((
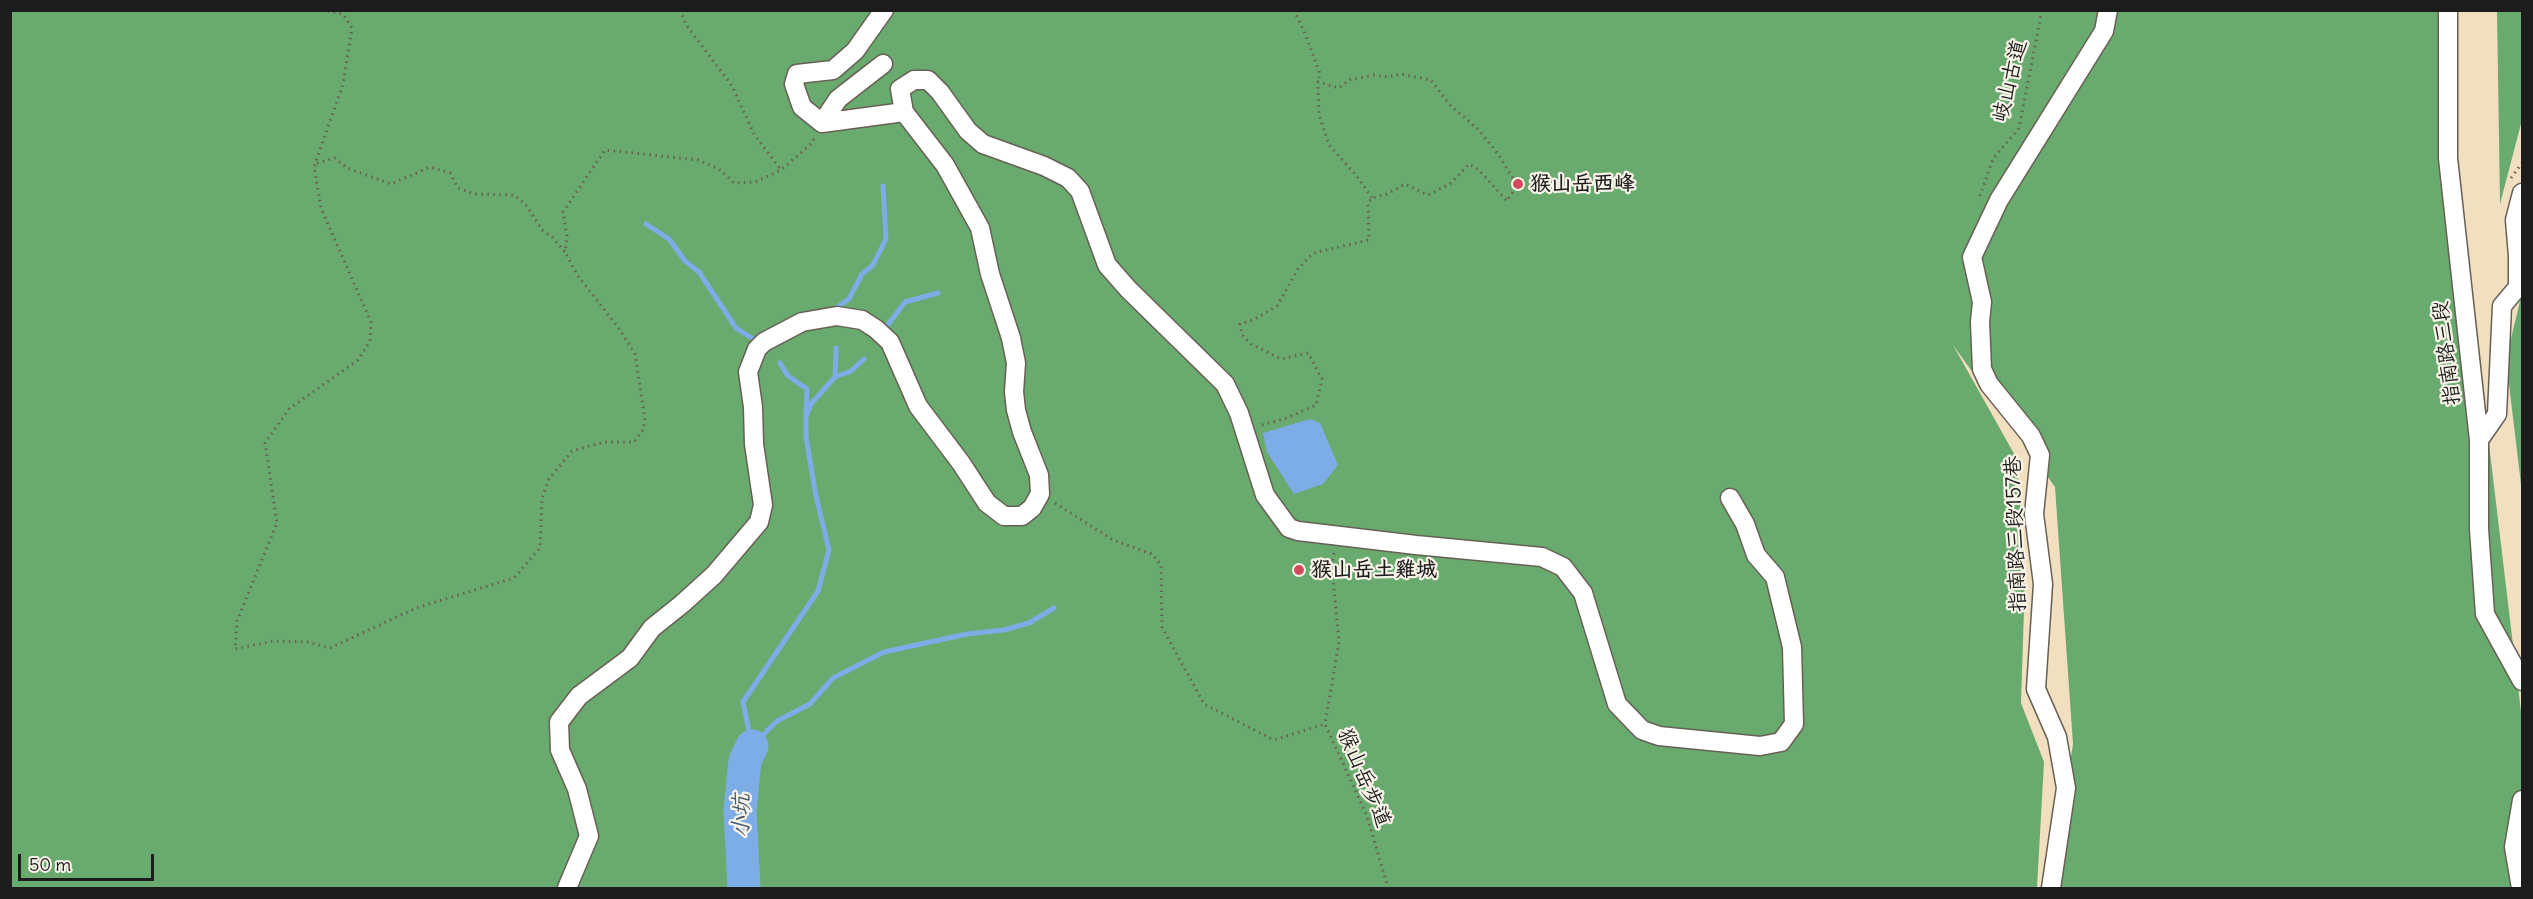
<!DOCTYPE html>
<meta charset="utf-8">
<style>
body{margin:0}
#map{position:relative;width:2533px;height:899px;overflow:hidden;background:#f1dfc0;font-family:Delius,sans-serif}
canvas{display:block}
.frame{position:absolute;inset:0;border:12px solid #1c1c1c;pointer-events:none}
.scale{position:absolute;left:18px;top:854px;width:136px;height:27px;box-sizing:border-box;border:3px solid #1c1c1c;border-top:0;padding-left:8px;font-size:18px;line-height:21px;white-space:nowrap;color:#1c1c1c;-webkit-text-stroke:4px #f7f3e8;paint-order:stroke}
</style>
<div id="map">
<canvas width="2533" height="899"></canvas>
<div class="frame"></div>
<div class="scale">50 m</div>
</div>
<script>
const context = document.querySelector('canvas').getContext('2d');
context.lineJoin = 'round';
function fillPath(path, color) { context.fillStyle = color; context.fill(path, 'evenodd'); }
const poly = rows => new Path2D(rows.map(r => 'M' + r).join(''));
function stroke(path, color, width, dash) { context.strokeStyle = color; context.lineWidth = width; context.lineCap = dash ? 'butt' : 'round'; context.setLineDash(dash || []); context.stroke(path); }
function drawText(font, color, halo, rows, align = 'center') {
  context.font = font + ' Delius,"LXGW WenKai TC",sans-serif'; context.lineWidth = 4.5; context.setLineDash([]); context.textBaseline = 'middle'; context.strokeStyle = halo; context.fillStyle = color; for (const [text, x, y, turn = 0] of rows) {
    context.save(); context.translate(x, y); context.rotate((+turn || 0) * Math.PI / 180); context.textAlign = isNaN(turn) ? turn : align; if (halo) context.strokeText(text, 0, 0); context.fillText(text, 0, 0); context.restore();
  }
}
const forest = poly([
 [10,11,2452,11,2449,40,2461,210,2522,720,2522,888,2051,888,2073,744,2055,487,1953,345,2017,459,2025,578,2021,703,2044,762,2037,888,11,888],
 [2497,11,2522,11,2522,120,2500,204],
 [2522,293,2522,493,2506,359]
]);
const water = poly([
 [1310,419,1320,423,1338,465,1323,484,1294,494,1267,452,1263,433]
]);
const stream = poly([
 [646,224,669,239,685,261,699,272,736,328,755,340],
 [833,310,849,299,862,274,873,265,886,239,883,186],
 [887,326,905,302,938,293],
 [780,363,788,376,807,389,806,412],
 [835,377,836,348],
 [752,746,743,702,818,591,829,550,816,496,806,437,806,416,811,404,835,377,851,371,864,359],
 [752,746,777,721,810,704,833,678,884,652,967,634,1004,630,1029,623,1054,608]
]);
const river = poly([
 [744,888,740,810,745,761,752,746]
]);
const path = poly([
 [322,10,343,14,352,28,343,84,314,167,321,208,371,322,370,341,358,360,289,409,265,443,277,523,237,621,235,649,273,641,308,642,330,648,416,608,514,578,540,548,542,498,549,479,572,451,604,442,634,442,643,430,645,420,635,354,618,327,578,276,565,252],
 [680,10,687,26,732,86,754,134,781,170],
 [1294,10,1306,36,1320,74,1318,82],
 [317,163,335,158,347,168,391,184,430,167,450,173,458,188,475,194,514,195,526,205,542,230,552,237,565,252,567,236,563,212,605,150,698,160,719,169,734,183,755,182,781,170,812,143,815,137],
 [2511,178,2522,163],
 [1980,196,1993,159,2019,128,2042,10],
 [1262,425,1287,418,1316,405,1322,379,1308,353,1281,359,1251,344,1242,335,1240,324,1255,319,1277,306,1298,269,1313,253,1369,240,1368,203,1372,198,1387,194,1405,184,1428,195,1451,183,1469,164,1479,170,1507,201,1517,185,1498,154,1479,130,1449,104,1431,80,1401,74,1389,77,1374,75,1349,80,1339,88,1318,82,1319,115,1329,145,1356,175,1372,198],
 [1055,503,1113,540,1152,554,1161,565,1162,627,1204,704,1274,740,1325,724],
 [1334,553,1332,569,1339,642,1325,724,1367,816,1388,888]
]);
const minor = poly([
 [884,10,855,51,833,70,797,74,794,84,802,107,822,123,904,112],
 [2448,10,2448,158,2479,440,2479,529,2485,614,2522,681],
 [822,123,838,99,883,64],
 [2479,440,2497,414,2502,306,2518,287,2518,256,2515,220,2522,193],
 [567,888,589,836,577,789,560,750,559,722,579,696,630,658,652,628,682,604,714,575,759,522,763,505,754,444,753,407,748,372,757,349,764,342,802,322,837,316,862,320,876,329,890,342,918,406,961,463,987,503,1004,516,1022,516,1032,508,1040,494,1039,475,1022,432,1016,410,1014,392,1016,363,1011,338,990,274,980,228,945,165,904,112,900,89,914,80,928,80,940,92,968,131,983,144,1044,166,1068,178,1080,191,1107,265,1128,289,1225,384,1239,413,1265,495,1289,528,1298,531,1416,545,1542,557,1563,567,1583,593,1617,704,1642,730,1659,736,1760,746,1781,742,1794,724,1792,647,1775,577,1756,555,1745,524,1730,498],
 [2051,888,2066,788,2057,737,2036,689,2043,584,2034,514,2040,455,2031,436,1989,384,1982,369,1980,322,1982,302,1972,257,1999,200,2104,31,2108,10],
 [2521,888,2514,847,2522,800]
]);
const markers = [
 [1518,184,6,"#d1495b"],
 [1299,570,6,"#d1495b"]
];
const streetNames = [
 ["岐山古道",2010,81,-76],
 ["指南路三段",2447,353,-97],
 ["指南路三段157巷",2016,534,-92],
 ["猴山岳步道",1364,778,67]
];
const poiNames = [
 ["猴山岳西峰",1530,184],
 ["猴山岳土雞城",1311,570]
];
const waterNames = [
 ["小坑",742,816,-89]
];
fillPath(forest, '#69aa6e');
fillPath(water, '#7cade7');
stroke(stream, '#7cade7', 5);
stroke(river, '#7cade7', 33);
stroke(minor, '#676055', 21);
stroke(path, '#676055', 3, [1.5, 4.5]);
stroke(minor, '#fff', 18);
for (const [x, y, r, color] of markers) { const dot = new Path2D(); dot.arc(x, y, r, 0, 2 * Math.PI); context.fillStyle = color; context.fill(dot); stroke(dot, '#f7f3e8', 2); }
drawText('21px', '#1c1c1c', '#f7f3e8', streetNames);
drawText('bold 21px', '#1c1c1c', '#f7f3e8', poiNames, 'left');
drawText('italic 22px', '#42566d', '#f7f3e8', waterNames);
</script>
))
Find the number of lines in the records that include the word "align". Write only that number.

2